• Task to carry out: Scan the entries below for the word "limit". Copy each line that has it.

• Information:
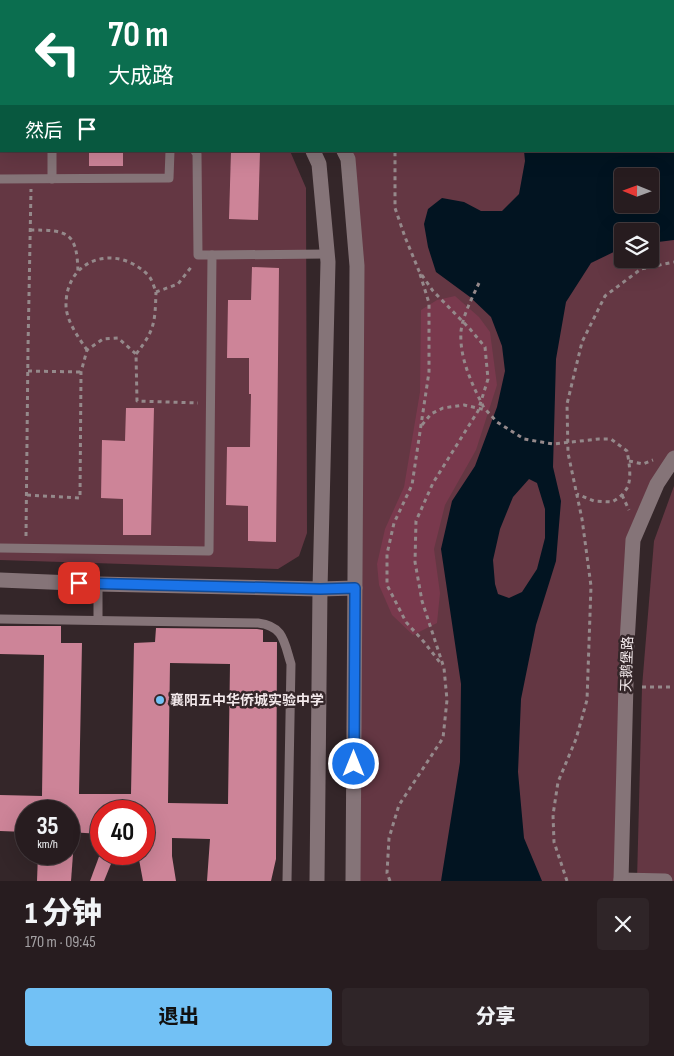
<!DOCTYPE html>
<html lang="zh">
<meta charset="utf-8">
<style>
body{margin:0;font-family:"Sofia Sans Condensed","Noto Sans SC",sans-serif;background:#2f2528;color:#f1f3f6;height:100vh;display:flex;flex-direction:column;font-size:19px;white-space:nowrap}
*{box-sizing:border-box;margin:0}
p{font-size:16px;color:#a4a1a4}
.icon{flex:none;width:28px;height:28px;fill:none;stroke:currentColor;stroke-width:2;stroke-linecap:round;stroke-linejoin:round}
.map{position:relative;height:881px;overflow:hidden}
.panel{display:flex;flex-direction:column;background:#271c1f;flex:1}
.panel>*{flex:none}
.top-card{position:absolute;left:0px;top:0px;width:675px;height:152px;box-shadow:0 5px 20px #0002,0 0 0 1px #433a3d;background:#0b6e4f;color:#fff;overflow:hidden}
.needle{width:32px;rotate:271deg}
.tools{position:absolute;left:614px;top:168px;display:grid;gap:10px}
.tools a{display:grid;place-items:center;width:45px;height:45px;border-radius:5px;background:#271c1f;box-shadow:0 5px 20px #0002,0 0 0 1px #433a3d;font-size:25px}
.speed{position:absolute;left:15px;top:800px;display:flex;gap:10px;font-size:25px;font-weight:700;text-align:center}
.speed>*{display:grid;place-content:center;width:65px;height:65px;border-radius:50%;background:#271c1f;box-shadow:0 5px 20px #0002,0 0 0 1px #433a3d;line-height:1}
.speed small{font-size:12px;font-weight:400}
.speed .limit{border:8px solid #d22;background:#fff;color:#111}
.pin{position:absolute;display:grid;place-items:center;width:42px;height:42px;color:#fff;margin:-21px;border-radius:10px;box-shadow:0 2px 8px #0006}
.me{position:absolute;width:55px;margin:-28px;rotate:0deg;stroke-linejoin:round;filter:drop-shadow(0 0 4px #0008)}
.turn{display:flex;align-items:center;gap:18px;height:105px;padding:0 25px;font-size:22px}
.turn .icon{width:65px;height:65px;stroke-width:2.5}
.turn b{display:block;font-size:35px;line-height:42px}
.then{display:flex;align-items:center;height:48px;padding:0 25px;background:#0003;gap:10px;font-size:19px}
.round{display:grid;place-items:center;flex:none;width:52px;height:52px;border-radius:5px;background:#2f2528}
.overview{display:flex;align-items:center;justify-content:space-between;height:85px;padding:0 25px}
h1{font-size:30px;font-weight:800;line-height:38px}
.primary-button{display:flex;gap:10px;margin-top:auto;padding:10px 25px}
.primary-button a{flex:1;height:58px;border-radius:5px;background:#72c1f5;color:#111;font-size:20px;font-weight:800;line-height:58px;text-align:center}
.primary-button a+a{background:#2f2528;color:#f1f3f6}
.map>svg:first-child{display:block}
.green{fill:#643743;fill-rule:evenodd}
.forest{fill:#79394d}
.water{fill:#021421;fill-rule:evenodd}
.building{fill:#cd8498;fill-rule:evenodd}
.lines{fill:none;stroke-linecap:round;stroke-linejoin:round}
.path{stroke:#95898b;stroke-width:3;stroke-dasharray:4 4;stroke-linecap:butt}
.lane{stroke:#857478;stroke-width:9}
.street{stroke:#857478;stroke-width:15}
.secondary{stroke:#857478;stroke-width:15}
.route-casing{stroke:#114b97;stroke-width:12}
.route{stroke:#1a73e8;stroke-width:9}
.poi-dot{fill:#72c1f5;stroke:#342629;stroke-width:2}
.labels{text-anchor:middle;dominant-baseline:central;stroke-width:5;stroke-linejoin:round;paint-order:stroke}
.street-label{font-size:14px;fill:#f3e9eb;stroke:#342629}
.poi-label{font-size:14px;font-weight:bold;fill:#f3e9eb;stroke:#342629;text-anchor:start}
</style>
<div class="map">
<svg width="674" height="881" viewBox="0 0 674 881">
<rect width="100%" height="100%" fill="#342629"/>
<g class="green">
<polygon points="0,0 184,1 1,1 1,151 290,151 306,188 307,533 299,556 278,569 0,560"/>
<path d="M244 0H674V458L633 540 621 881H352L357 266 344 151H674V1ZM622 176H650V204H622ZM622 231H650V259H622Z"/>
<polygon points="674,486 674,881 637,881 642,687 654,541"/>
</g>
<polygon class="forest" points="455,296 479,317 490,332 497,385 476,450 445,505 434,549 440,593 437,623 413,635 392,615 379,585 377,564 385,529 404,487 420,392 421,310 437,300"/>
<g class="water">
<polygon points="459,0 661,0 662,1 462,1"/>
<path d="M674 14V240L650 243V231H622V248L591 263 566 302 556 359 553 467 561 501 556 561 536 625 521 699 518 772 524 838 542 881H441L460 762 461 684 441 549 452 501 475 466 497 407 505 371 502 346 491 317 470 297 436 272 428 247 424 224 428 209 442 198 464 202 481 211H502L519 194 525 161 524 151H674ZM622 176H650V204H622ZM529 479 537 483 545 509V538L537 569 522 592 509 598 498 594 495 584 493 560 500 529 513 497Z"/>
</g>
<g class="building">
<rect x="89" y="151" width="34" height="15"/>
<polygon points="231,151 260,151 258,220 229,219"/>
<polygon points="252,267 279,268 276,542 248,541 248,506 226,505 227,447 250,447 251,394 249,394 249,358 227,358 228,300 251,300"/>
<polygon points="126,408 154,408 151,535 123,535 123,499 101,498 102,440 125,441"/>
<path d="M0 626H61V643H82L79 794H131L134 643 155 642 156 628 257 629 263 630V642H277L276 859 271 881H207L210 839 172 838V856L176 881H143L138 854H144V811H133L132 808 131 811H101V834L69 832V811H26V832L0 831V795L42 796 44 655 0 654ZM170 663 230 664 228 804 168 803Z"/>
<polygon points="38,854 73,854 71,881 37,881"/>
<polygon points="100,854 115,854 104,881 90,881"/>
</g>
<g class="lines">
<g class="path">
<polyline points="347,0 348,1"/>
<path d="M30 230C68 230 77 232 78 272"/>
<polyline points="420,274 429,303 429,372 412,485 394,523 387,554 387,585 406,622 424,642 442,665"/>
<path d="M479 283C472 298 463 315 461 331 459 359 473 386 485 410"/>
<path d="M87 350C79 338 66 321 66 305 66 258 116 243 148 275 152 279 154 287 156 292L178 284 192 266"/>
<path d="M136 354C155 330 155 322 156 292"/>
<polyline points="28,371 81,372"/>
<path d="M422 425 431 414 443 408 464 405 486 410 497 422 524 439 553 444 599 439H611L627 451C629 462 633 482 625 491 622 496 617 499 612 502L594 501 577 494"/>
<polyline points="629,461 643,464 653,460"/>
<polyline points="27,495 80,498 81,372 87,350 103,339 118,338 136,354 137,401 198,403"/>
<polyline points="622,495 629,510"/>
<polyline points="26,536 28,348 31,189"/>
<polyline points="642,687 674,687"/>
<polyline points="390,881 387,873 389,838 399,805 443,738 447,700 444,668 422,601 415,562 416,521 433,483 478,411 488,379 485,347 470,329 433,291 419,271 405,237 395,208 395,151"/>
<polyline points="567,881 554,842 553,815 558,782 576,739 587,700 591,586 582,519 568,453 567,404 582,342 605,296 641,269 674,262"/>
</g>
<g class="lane">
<polyline points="40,1 40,0"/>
<polyline points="195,151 197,154 198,255 212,255"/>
<polyline points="0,179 169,178 170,151"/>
<polyline points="52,179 52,151"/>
<polyline points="0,548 209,551 212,255 327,254"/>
<path d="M0 619 258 623C284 626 284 642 291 664L287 881"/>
<polyline points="98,620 98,584"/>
</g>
<g class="street">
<polyline points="0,580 98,584 320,589 355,588"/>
<polyline points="621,880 665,881"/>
<polyline points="621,881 627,643 633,540 657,484 674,458"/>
</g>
<g class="secondary">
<polyline points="206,0 207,1"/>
<polyline points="244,0 245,1"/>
<polyline points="313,151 319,164 328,262 320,589 317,881"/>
<polyline points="344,151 348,159 357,266 353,881"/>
</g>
</g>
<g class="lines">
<g class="route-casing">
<polyline id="route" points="79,583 320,589 355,588 354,764"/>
</g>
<use href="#route" class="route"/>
</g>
<circle class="poi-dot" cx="160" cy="700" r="5"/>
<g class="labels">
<g class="street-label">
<text transform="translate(627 664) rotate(-88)">天鹅堡路</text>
</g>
<g class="poi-label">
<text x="170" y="700">襄阳五中华侨城实验中学</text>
</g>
</g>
</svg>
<div class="tools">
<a><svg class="needle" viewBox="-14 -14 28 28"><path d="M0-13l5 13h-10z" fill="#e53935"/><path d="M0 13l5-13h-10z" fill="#a4a1a4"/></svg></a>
<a><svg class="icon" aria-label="layers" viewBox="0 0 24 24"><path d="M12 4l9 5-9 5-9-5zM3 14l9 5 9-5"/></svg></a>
</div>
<div class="speed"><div>35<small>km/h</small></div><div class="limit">40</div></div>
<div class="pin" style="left:79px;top:583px;background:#d93025"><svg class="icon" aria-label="arrive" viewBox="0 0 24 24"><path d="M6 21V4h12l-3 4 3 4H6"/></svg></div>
<svg class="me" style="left:354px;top:764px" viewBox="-20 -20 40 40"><circle r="17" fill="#1a73e8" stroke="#fff" stroke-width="3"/><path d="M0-11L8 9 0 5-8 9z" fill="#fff"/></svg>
<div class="top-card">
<div class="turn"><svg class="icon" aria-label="left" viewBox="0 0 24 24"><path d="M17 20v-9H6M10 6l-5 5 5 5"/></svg><div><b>70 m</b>大成路</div></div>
<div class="then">然后<svg class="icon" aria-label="arrive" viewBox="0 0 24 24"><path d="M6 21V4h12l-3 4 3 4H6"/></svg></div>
</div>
</div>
<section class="panel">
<div class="overview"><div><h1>1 分钟</h1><p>170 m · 09:45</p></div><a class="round"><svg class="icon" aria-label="close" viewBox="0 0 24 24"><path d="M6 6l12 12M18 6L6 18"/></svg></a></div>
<div class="primary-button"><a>退出</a><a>分享</a></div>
</section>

• Task output:
.speed .limit{border:8px solid #d22;background:#fff;color:#111}
<div class="speed"><div>35<small>km/h</small></div><div class="limit">40</div></div>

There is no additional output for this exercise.